Medication use in normal weight and overweight children in a nationally representative sample of Canadian children
School of Public Health, University of Alberta, 350 University Terrace, Edmonton, Alberta, Canada. Archives of Disease in Childhood
(Impact Factor: 2.9).
07/2012; 97(9):842-7. DOI: 10.1136/archdischild-2011-301195
As overweight and obese children are more likely to develop serious medical conditions, they incur higher doctor and hospital costs compared to their normal weight counterparts. Consequently, the differential healthcare costs between obese and normal weight children may be even greater if medication use is considered.

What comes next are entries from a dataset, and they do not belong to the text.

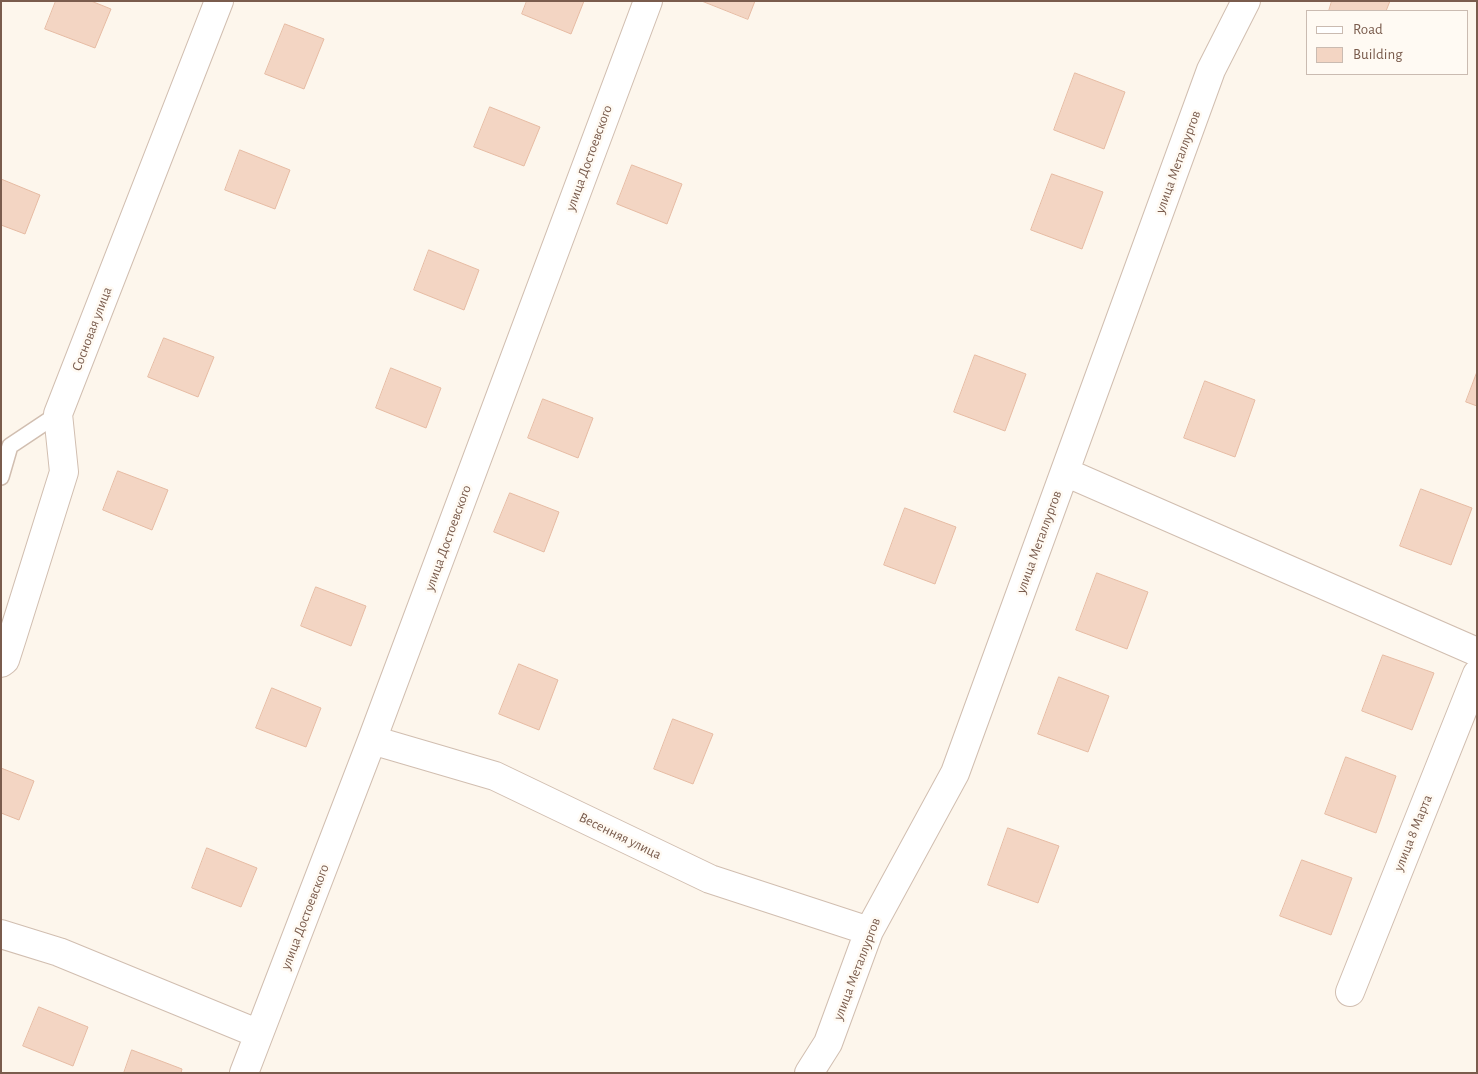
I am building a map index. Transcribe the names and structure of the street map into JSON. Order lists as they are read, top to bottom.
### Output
{
  "streets": {
    "street": [
      "улица Достоевского",
      "улица Металлургов",
      "Сосновая улица",
      "улица 8 Марта",
      "Весенняя улица"
    ]
  },
  "crossings": [
    ["улица Достоевского", "Весенняя улица"],
    ["улица Металлургов", "Весенняя улица"]
  ],
  "legend": ["Road", "Building"]
}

To compare medication use between normal weight and overweight children in a nationally representative sample from Canada.
Data from the Canadian Health Measures Survey 2007/2009, a cross-sectional survey assessing indicators of health and wellness in Canadians, was used in the current study. The analysis included 2087 children and adolescents between 6-19 years of age with valid measures of body mass index (BMI). Poisson/negative binomial regression was used to examine the association between weight status and the number of medications taken in the last month.
For 6-11 year olds, the frequency of prescription, over-the-counter and natural health product (NHP) medication use did not differ between normal weight and overweight/obese children. For 12-19 year olds, overweight/obese children used prescription medication significantly more often than their normal weight peers (adjusted incidence rate ratio (IRR), 1.59; 95% CI 1.19 to 2.14), whereas for NHP the opposite was the case (adjusted IRR, 0.52; 95% CI 0.32 to 0.82). These children also used nervous system and respiratory medications more frequently than their normal weight peers.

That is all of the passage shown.